Post by Ryan10700 » Sat Dec 04, 2010 5:39 pm

I need help with my Personal Statement. I don't know if I'm going in the right direction or just shotgun patterning the wall here. Please help!


I remember a warm summer day when I was about 10 years old and with a group of childhood friends. Not having anything better to do we decided to walk along the railroad tracks across town to another of our friend’s house. It was a more direct route and very rarely did a train pass by, even so there was plenty of room to get out of the way. As we began walking and looking down the tracks, I noticed that it looked like the two tracks came to a point way off in the distance. Not knowing any better and with nothing better to do, we set out to find out where the tracks met. After a long and now hot afternoon, we had realized that the point we saw in the distance wasn’t getting any closer. Discouraged and wore out we decided to sit down in defeat. Not long after the whistle of a freight train blew, nearly peeing our pants we decided to get out of the way!

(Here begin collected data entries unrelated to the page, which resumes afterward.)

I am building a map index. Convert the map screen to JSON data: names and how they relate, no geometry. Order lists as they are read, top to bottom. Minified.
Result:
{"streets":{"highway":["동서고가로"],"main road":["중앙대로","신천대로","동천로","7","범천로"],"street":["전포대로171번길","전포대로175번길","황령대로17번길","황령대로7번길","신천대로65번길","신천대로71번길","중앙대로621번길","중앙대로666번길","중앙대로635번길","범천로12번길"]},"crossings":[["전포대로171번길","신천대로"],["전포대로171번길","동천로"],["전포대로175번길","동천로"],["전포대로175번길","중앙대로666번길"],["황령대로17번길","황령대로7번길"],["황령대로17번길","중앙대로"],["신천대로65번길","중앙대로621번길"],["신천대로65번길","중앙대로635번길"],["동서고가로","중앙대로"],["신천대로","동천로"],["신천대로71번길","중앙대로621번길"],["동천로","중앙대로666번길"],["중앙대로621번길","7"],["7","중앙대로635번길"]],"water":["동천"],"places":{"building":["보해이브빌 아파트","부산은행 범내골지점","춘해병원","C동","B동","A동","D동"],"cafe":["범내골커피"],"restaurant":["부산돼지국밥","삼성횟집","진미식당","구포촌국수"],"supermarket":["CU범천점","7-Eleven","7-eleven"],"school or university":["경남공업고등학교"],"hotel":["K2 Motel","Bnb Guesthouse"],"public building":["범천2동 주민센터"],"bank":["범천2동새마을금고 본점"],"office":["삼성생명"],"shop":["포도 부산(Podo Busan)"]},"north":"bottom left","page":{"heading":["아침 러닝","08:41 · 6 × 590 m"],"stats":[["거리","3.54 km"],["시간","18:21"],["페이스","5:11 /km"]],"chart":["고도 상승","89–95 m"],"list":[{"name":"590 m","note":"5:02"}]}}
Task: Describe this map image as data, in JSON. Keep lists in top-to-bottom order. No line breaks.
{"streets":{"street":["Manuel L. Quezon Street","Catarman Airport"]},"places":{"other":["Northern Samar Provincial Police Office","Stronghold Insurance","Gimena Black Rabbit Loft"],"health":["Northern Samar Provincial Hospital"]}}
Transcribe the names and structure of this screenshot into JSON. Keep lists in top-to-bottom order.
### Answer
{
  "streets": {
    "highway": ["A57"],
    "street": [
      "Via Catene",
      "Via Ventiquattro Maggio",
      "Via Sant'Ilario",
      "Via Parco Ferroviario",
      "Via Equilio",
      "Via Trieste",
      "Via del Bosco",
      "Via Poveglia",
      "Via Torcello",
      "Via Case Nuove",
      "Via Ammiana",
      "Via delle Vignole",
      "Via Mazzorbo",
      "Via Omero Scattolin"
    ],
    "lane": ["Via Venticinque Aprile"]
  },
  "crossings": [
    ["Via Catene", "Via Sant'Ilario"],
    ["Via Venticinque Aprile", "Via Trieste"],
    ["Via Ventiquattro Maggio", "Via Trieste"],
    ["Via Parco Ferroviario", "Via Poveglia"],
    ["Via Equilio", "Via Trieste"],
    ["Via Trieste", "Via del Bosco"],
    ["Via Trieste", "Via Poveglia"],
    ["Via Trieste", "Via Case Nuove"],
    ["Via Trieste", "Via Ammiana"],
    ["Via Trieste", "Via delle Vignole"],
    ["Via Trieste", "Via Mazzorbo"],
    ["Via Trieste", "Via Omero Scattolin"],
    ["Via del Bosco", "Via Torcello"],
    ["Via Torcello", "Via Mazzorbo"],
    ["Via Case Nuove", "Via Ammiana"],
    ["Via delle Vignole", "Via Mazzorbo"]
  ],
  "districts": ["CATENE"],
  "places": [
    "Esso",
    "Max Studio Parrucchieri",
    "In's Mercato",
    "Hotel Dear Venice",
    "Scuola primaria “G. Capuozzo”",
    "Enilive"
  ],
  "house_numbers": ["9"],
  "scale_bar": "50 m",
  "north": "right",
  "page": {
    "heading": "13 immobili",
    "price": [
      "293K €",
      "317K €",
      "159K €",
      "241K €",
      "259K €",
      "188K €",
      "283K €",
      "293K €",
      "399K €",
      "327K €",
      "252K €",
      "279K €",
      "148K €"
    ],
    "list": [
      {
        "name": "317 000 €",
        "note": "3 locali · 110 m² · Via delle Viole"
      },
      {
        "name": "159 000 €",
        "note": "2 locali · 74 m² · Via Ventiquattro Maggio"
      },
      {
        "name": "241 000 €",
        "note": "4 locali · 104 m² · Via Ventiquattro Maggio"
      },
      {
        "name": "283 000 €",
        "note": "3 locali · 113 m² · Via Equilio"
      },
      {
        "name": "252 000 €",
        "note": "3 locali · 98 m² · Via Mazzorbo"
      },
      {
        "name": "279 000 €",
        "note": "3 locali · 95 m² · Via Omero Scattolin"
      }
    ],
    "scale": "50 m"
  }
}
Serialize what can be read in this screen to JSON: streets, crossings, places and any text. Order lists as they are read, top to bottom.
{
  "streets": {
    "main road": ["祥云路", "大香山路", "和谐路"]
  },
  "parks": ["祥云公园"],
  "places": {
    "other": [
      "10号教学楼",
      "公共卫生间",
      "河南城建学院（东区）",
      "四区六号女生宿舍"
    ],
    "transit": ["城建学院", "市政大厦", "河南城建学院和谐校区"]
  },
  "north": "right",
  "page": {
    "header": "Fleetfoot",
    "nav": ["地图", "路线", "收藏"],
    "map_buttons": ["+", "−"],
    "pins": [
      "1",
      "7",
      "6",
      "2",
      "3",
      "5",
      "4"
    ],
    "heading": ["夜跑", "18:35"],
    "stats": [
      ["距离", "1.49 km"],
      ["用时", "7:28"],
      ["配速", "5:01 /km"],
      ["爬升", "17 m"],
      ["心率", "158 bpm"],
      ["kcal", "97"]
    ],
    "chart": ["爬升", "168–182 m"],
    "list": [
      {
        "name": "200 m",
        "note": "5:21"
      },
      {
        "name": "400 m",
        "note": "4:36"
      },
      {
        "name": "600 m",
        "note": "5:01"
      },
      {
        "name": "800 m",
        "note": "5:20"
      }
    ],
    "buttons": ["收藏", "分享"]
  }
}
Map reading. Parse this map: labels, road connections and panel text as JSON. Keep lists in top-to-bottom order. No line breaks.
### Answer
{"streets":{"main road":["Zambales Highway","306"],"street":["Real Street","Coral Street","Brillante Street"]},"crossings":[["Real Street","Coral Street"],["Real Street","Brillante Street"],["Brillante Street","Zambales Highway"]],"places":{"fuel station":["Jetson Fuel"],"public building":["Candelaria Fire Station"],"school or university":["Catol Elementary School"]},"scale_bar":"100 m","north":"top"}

For the past four years I've felt like I've been walking down that set of railroad tracks trying to find a nonexistent end to another arduous journey. Only this time it wasn’t a journey derived from boredom or even by choice. It began when my father decided to leave my mother and three younger siblings. Not only was it hard that the family split apart, but because of the divorce, my father no longer supported the family financially. This meant that I no longer had help financing college; hence, loans and odd jobs whenever time allowed funded my education. To further stress the situation, my mother and siblings no longer had financial or moral support from their husband or father either, meaning that as the oldest and first born child, it was my responsibility to raise my brothers and support my mother.

It wasn’t long before the family home we built together was lost in foreclosure, renting and moving my mother three times in a period of one year was a mental and physical marathon, decent food barely graced the table, and amenities that we once took for granted were only available as a luxury; the result of sacrificing anything of value that we owned and working more hours in a single day than I thought possible.

Having to devote so much energy into providing for my mother and siblings led to the loss of my fiancé and her daughter. A devastating blow from life's stress and continual sacrifices to keep one family together led to the loss of another. When things seemed to be at their worst, I lost another family member close to my heart. My grandmother lost her battle with cancer and even though she had lived a long life, it was still a heartbreaking situation for all of us that cared for her.
By this point I was about to lose hope of ever finding the point where those rail road tracks came together. The pitfalls of life had gotten me down and all the while I had thought that if I continued walking far enough down the tracks that there would be an end to the suffering. All the while the end looked just as far away as it had to begin with. I wanted to give up. I was tired of walking and working for something that didn’t seem to exist. But I remember that if I just sat down to watch life pass by, it would only be a matter of time before that freight train came barreling down the tracks to put an end to my sorrows, but not one I would enjoy.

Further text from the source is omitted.